Basal Melting Variability of the Ross Ice Shelf From Mixing Ratios of Simulated Water Masses (1993–2018) and Potential Climatic Drivers

Several water masses circulate under the Ross Ice Shelf (RIS), the largest ice shelf in Antarctica, each causing basal melting with a specific spatio-temporal pattern. To investigate these patterns and their variability, we applied a mixing ratio analysis to simulated water masses from a new numerical ocean model of the Ross Sea. The simulation, which was run over 26 years (1993–2018) and which includes the RIS cavity, shows good agreement with seaborne and mooring observations. The total RIS basal melt rate is 90 Gt/yr on average, and is caused mostly by High Salinity Shelf Water (HSSW) (68%), which enters the western portion of the RIS cavity. In the eastern RIS, relatively warm modified Circumpolar Deep Water (mCDW) intrudes below a small portion of the RIS front, causing 25% of the total melting. Mainly near the Ross Island region, Antarctic Surface Water (AASW) is advected under the RIS, causing a small percentage (7%) of melting. A strong seasonal cycle is present in basal melting for all water masses. Melting by HSSW is stronger in winter, when salinification due to sea ice production is larger.

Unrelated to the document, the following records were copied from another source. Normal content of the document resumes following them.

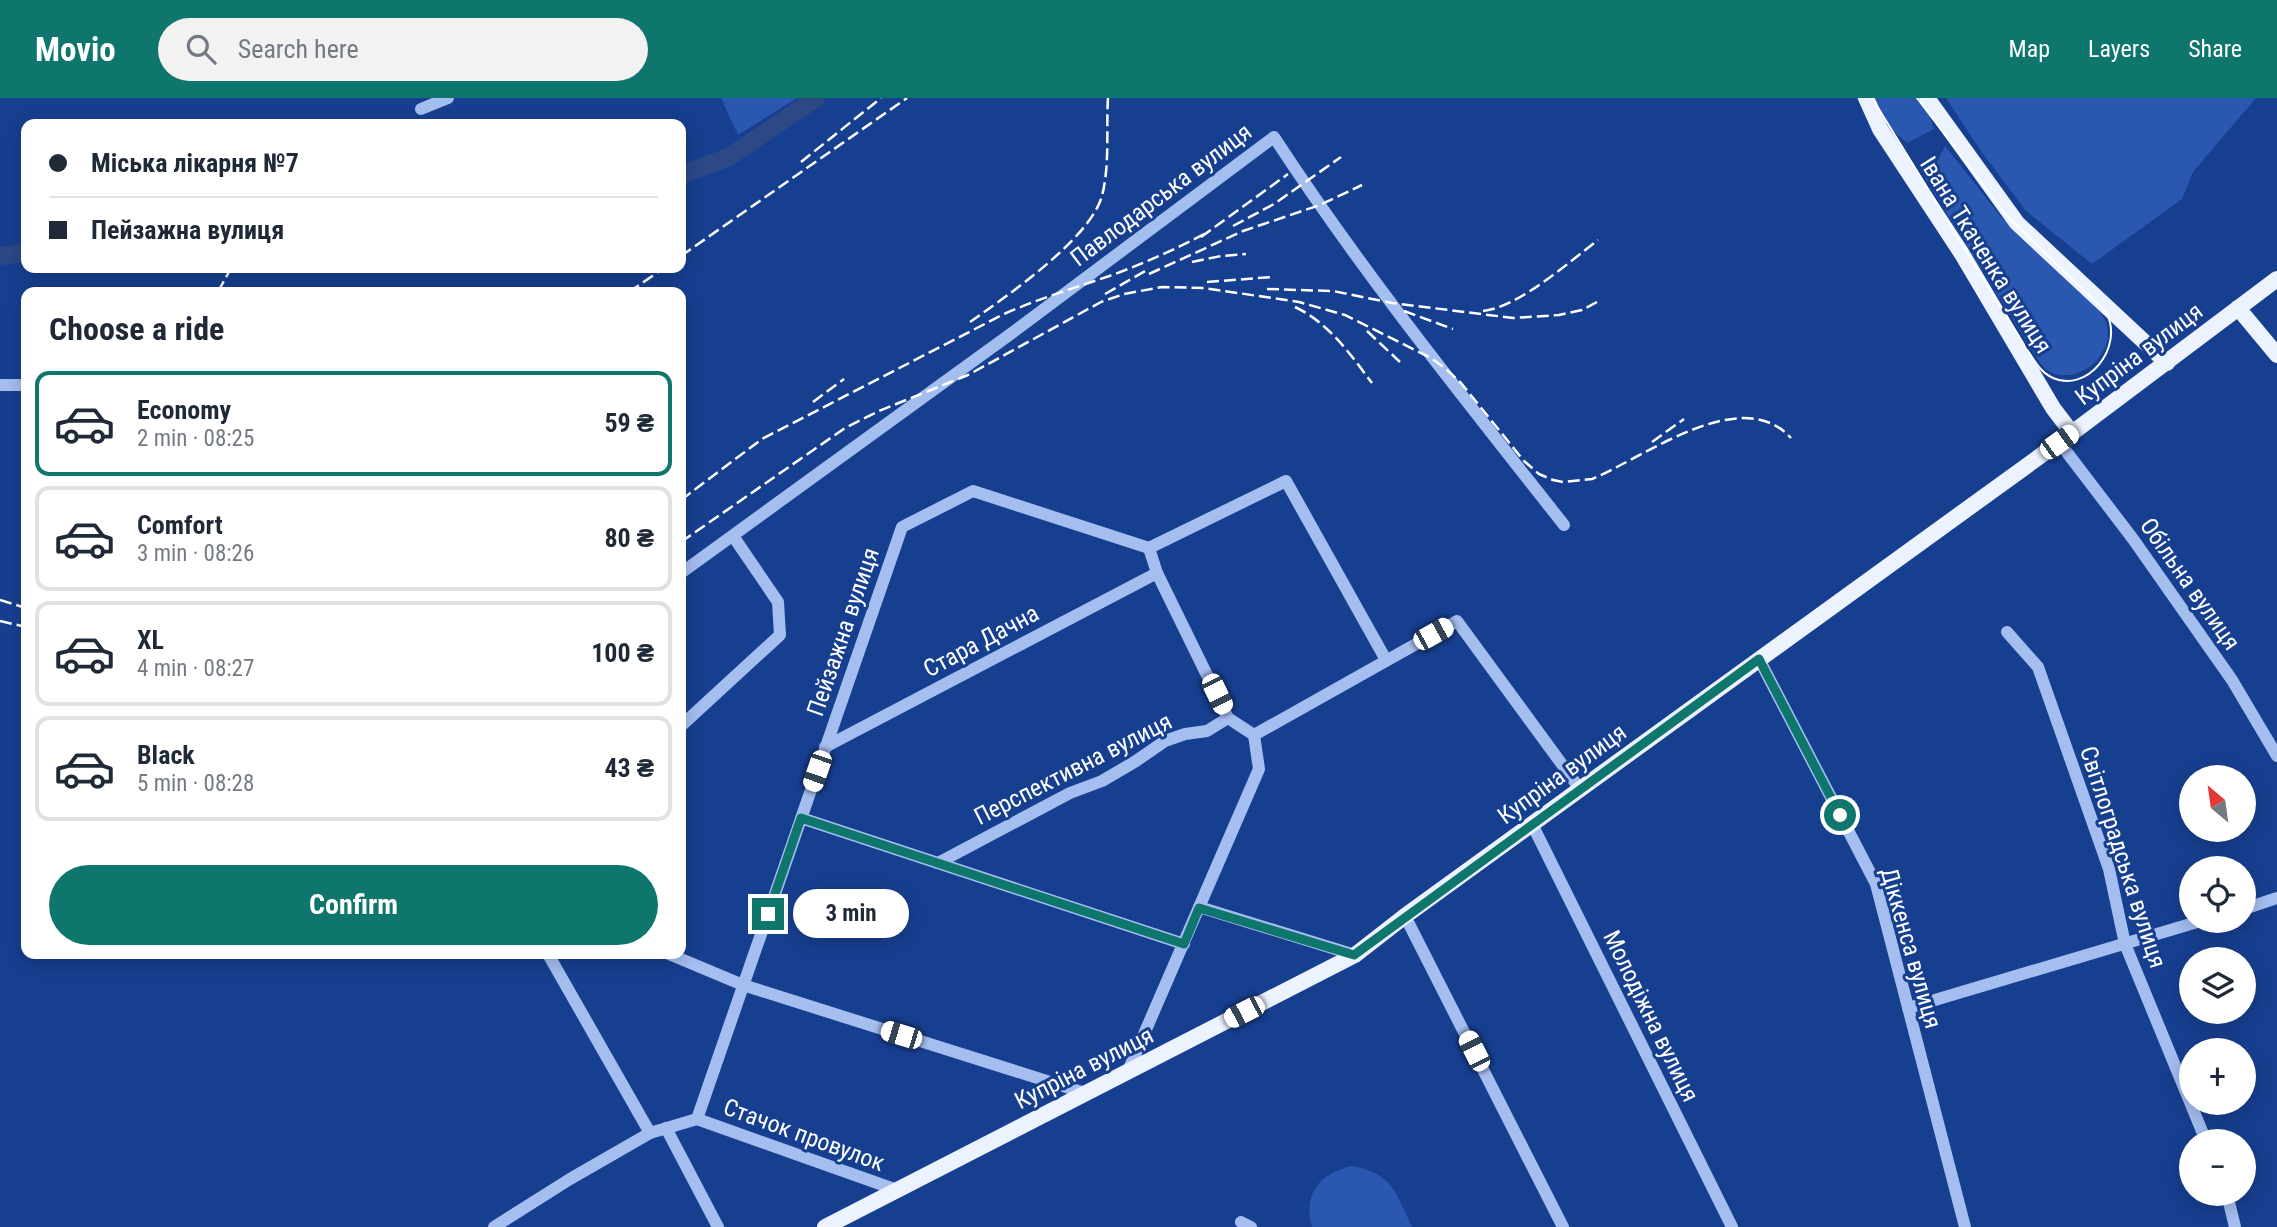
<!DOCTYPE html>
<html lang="en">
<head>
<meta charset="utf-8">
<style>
  body { margin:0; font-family:"Roboto Condensed",sans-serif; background:#f2f2f3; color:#1f2937; height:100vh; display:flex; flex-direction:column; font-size:26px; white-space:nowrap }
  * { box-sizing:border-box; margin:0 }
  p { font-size:23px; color:#747a83 }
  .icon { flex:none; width:38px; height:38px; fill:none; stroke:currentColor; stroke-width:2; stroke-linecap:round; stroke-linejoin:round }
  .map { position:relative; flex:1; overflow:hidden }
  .details { position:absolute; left:21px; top:189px; width:665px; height:672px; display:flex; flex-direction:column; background:#fff; border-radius:14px; box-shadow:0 4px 18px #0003 }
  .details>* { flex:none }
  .hud { position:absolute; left:21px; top:21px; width:665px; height:154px; border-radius:14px; box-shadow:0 4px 18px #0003; display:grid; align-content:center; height:154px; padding:0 28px; background:#fff }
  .needle { width:46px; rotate:331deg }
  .fabs { position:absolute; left:2179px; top:667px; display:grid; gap:14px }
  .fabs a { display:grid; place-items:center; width:77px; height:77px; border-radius:50%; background:#fff; box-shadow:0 4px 18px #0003; font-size:35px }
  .end { position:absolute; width:32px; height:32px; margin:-16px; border:9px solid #0f766e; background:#fff; box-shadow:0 0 0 4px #fff }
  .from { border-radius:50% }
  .bubble { position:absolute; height:49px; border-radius:24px; background:#fff; box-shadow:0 4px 18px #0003; font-size:23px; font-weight:700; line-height:49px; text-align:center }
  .car { position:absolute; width:21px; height:42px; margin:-21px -10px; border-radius:9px; box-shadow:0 0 5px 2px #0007; background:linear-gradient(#fff 24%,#345 0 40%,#fff 0 76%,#345 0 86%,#fff 0) }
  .hud b { display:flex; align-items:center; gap:24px; height:66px; font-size:26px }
  .hud b+b { border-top:2px solid #e0e1e3 }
  .hud i { width:18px; height:18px; background:#1f2937 }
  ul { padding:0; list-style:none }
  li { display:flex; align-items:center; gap:21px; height:105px; margin:0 14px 10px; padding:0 14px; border:4px solid #e0e1e3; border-radius:14px }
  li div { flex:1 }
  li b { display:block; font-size:26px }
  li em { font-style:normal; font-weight:700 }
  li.on { border-color:#0f766e }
  li>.icon { width:63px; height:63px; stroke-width:1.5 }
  h2 { padding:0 28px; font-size:32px; line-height:84px }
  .primary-button { display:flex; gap:14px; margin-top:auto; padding:14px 28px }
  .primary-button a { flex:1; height:80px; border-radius:42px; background:#0f766e; color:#fff; font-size:28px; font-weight:700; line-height:80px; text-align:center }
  header { display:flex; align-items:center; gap:42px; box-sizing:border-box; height:98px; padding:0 35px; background:#0f766e; color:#fff }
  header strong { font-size:33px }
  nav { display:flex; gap:38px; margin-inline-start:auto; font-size:24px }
  .search { width:490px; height:63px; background:#f2f2f3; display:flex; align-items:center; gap:18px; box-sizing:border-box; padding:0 24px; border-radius:38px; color:#747a83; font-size:26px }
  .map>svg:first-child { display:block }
  .green { fill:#2a57af }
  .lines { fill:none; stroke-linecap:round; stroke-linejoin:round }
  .river { stroke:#2c4986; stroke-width:18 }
  .minor { stroke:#a5bef0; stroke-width:12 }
  .major { stroke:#edf2ff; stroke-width:16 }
  .tram { stroke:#fff; stroke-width:2 }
  .rail { stroke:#fff; stroke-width:2.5; stroke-dasharray:12 5; stroke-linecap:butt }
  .route { stroke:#0f766e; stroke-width:9 }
  .labels { text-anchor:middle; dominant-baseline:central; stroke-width:6; stroke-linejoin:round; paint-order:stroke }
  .street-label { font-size:24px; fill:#fff; stroke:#173f90 }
</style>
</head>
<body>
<header>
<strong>Movio</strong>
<div class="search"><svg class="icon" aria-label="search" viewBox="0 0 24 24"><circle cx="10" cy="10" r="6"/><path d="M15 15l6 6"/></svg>Search here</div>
<nav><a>Map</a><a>Layers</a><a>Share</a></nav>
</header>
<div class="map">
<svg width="2277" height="1129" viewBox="0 0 2277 1129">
  <rect width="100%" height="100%" fill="#173f90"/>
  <!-- green -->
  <g class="green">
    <polygon points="721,0 797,0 738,37"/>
    <polygon points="1855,0 1924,0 1934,31 1907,45"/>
    <polygon points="1946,0 2256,0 2193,74 2182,101 2092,166 2026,113 1981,53"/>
    <path d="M1945,48L2002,120L2099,212C2101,217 2106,222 2107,227C2114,258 2078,287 2050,274C2045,271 2041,266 2038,262L1926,82L1918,63L1936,65Z"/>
    <path d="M1351,1068C1392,1074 1396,1095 1412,1129H1312C1303,1095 1319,1077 1351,1068Z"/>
  </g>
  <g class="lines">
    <!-- river -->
    <g class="river">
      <polyline points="681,77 729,59 816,0"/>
      <polyline points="0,158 26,155"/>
    </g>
    <!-- minor -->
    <g class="minor">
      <polyline points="421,11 448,0"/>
      <polyline points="0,287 26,287"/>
      <polyline points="2059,344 2133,441 2232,582 2277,658"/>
      <polyline points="1149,450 1286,383 1386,562"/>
      <polyline points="1149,450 1157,475 1228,620 1254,637"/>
      <path d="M681,475L1016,232L1274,39C1362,174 1464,300 1564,427"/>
      <polyline points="2007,534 2038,569 2109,771 2125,846 2206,1043"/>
      <polyline points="1759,561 1876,786 1965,1129"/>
      <polyline points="681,628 780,537 778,504 733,438"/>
      <polyline points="1254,637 1457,523 1580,691"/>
      <polyline points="825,649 1157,475"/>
      <polyline points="801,720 1184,846"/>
      <polyline points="1532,726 1732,1129"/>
      <polyline points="938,765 1070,695 1102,683 1136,663 1165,643 1185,636 1207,633 1228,620"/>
      <polyline points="1199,809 1355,857"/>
      <polyline points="2244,811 2277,800"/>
      <polyline points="1405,818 1563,1129"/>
      <polyline points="548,856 650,1035"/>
      <polyline points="669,856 743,887 1085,995"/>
      <polyline points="1908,910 2204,822"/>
      <polyline points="1128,973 1259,671 1254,637"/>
      <polyline points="697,1021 897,1092"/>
      <polyline points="666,1030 718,1129"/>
      <polyline points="2227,1096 2235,1129"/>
      <polyline points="1241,1124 1251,1129"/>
      <polyline points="494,1129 570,1081 650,1035 697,1021 902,429 973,393 1149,450"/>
    </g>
    <!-- major -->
    <g class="major">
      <polyline points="1866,0 1880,31 1962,156 2053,310 2072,335"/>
      <polyline points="1927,0 2017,125 2167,265"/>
      <polyline points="2238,210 2277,257"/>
      <polyline points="825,1129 1355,857 1405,818 2072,335 2277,181"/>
    </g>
    <!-- tram -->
    <path class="tram" d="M1872,0L2026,250C2033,260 2039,273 2051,279C2087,297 2125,249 2106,214L2006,117L1917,0"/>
    <!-- rail -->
    <g class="rail">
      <polyline points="801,64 881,0"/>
      <polyline points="1233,128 1274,106 1341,59"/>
      <polyline points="1201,139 1288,76"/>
      <polyline points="681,158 907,0"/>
      <polyline points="1192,164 1221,158 1246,156"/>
      <polyline points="1149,176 1243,133 1320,107 1362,87"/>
      <polyline points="1207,184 1272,179"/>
      <polyline points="1267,191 1333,193 1392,205 1513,220 1559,217 1582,212 1597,204"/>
      <polyline points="218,194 231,170"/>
      <polyline points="629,194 664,170"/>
      <polyline points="1105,196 1147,172"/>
      <path d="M1295,209C1329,225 1350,256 1372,285"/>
      <polyline points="1404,213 1453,231"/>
      <path d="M1483,213C1519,209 1569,164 1598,142"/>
      <path d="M970,224C1007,198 1090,141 1102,98C1110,66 1106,32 1108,0"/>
      <polyline points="1367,233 1400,264"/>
      <polyline points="813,304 844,281"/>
      <polyline points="1652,344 1684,321"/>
      <path d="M681,402L762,341L1004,216C1040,200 1078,189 1115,176C1147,164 1178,150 1208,134"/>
      <path d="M681,444L845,330L879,313L968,277L1101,204L1124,196L1162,189L1204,190L1299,204L1345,217L1431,260L1445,270L1461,285L1524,363L1539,376L1553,382L1563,384L1592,381C1645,359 1741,285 1791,340"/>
      <polyline points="0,502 26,510"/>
      <polyline points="0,523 26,529"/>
    </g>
  </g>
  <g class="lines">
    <!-- route -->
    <polyline class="route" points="768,816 801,720 1184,846 1199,810 1354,857 1759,561 1840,717"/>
  </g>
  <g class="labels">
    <!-- street labels -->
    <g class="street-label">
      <text transform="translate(1161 97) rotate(-37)">Павлодарська вулиця</text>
      <text transform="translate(1986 157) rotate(58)">Івана Ткаченка вулиця</text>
      <text transform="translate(2139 256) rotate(-37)">Купріна вулиця</text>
      <text transform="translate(2190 486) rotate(55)">Обільна вулиця</text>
      <text transform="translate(843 534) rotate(-71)">Пейзажна вулиця</text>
      <text transform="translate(981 543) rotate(-28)">Стара Дачна</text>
      <text transform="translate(1073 671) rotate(-27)">Перспективна вулиця</text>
      <text transform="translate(1562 676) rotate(-36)">Купріна вулиця</text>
      <text transform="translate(2123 759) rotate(72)">Світлоградська вулиця</text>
      <text transform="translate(1911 850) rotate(74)">Діккенса вулиця</text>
      <text transform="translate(1651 918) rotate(64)">Молодіжна вулиця</text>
      <text transform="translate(1084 970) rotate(-27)">Купріна вулиця</text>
      <text transform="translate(804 1037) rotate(20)">Стачок провулок</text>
    </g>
  </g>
</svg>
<div class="fabs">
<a><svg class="needle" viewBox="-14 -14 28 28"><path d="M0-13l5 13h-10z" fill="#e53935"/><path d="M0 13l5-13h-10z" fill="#747a83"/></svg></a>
<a><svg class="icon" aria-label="locate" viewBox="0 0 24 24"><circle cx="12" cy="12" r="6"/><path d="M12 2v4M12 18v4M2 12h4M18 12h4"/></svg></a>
<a><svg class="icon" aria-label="layers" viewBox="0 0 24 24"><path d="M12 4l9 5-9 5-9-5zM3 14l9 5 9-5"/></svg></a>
<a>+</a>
<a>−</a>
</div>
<i class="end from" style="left:1840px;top:717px"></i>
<i class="end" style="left:768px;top:816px"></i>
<div class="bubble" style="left:793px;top:791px;width:116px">3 min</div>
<i class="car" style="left:2059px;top:344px;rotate:54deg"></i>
<i class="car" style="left:1433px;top:536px;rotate:61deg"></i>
<i class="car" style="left:1217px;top:596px;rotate:154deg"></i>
<i class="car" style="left:817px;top:673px;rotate:199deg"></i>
<i class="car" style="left:1244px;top:914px;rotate:243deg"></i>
<i class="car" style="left:901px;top:937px;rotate:287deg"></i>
<i class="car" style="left:1474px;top:953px;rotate:333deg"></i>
<div class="hud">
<b><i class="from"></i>Міська лікарня №7</b>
<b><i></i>Пейзажна вулиця</b>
</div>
<section class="details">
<h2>Choose a ride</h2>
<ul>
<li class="on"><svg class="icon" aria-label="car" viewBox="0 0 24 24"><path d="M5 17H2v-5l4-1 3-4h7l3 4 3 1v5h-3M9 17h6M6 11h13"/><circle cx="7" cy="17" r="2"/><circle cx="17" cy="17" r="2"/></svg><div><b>Economy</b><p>2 min · 08:25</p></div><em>59 ₴</em></li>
<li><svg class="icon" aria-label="car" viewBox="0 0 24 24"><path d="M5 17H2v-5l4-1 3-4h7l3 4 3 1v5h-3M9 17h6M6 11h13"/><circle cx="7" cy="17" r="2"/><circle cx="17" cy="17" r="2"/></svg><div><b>Comfort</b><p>3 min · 08:26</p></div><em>80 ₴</em></li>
<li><svg class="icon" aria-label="car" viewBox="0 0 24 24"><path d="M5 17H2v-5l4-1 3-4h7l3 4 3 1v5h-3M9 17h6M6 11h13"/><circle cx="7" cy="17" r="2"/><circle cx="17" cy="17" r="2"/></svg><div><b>XL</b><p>4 min · 08:27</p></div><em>100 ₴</em></li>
<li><svg class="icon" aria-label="car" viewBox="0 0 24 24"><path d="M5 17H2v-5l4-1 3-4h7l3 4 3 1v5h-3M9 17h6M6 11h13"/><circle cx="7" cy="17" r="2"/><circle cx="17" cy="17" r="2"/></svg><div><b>Black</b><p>5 min · 08:28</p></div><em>43 ₴</em></li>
</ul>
<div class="primary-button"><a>Confirm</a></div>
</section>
</div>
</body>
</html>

By contrast, in the summer, reduced density gradients along the RIS front allow stronger intrusions of mCDW and AASW. Interannual variability is large for mCDW and AASW. Melting caused by HSSW shows decadal variability, mostly related to the salinity of HSSW, which is impacted by sea ice import from the Amundsen Sea and sea ice production in local polynyas, both potentially affected by Pacific teleconnections.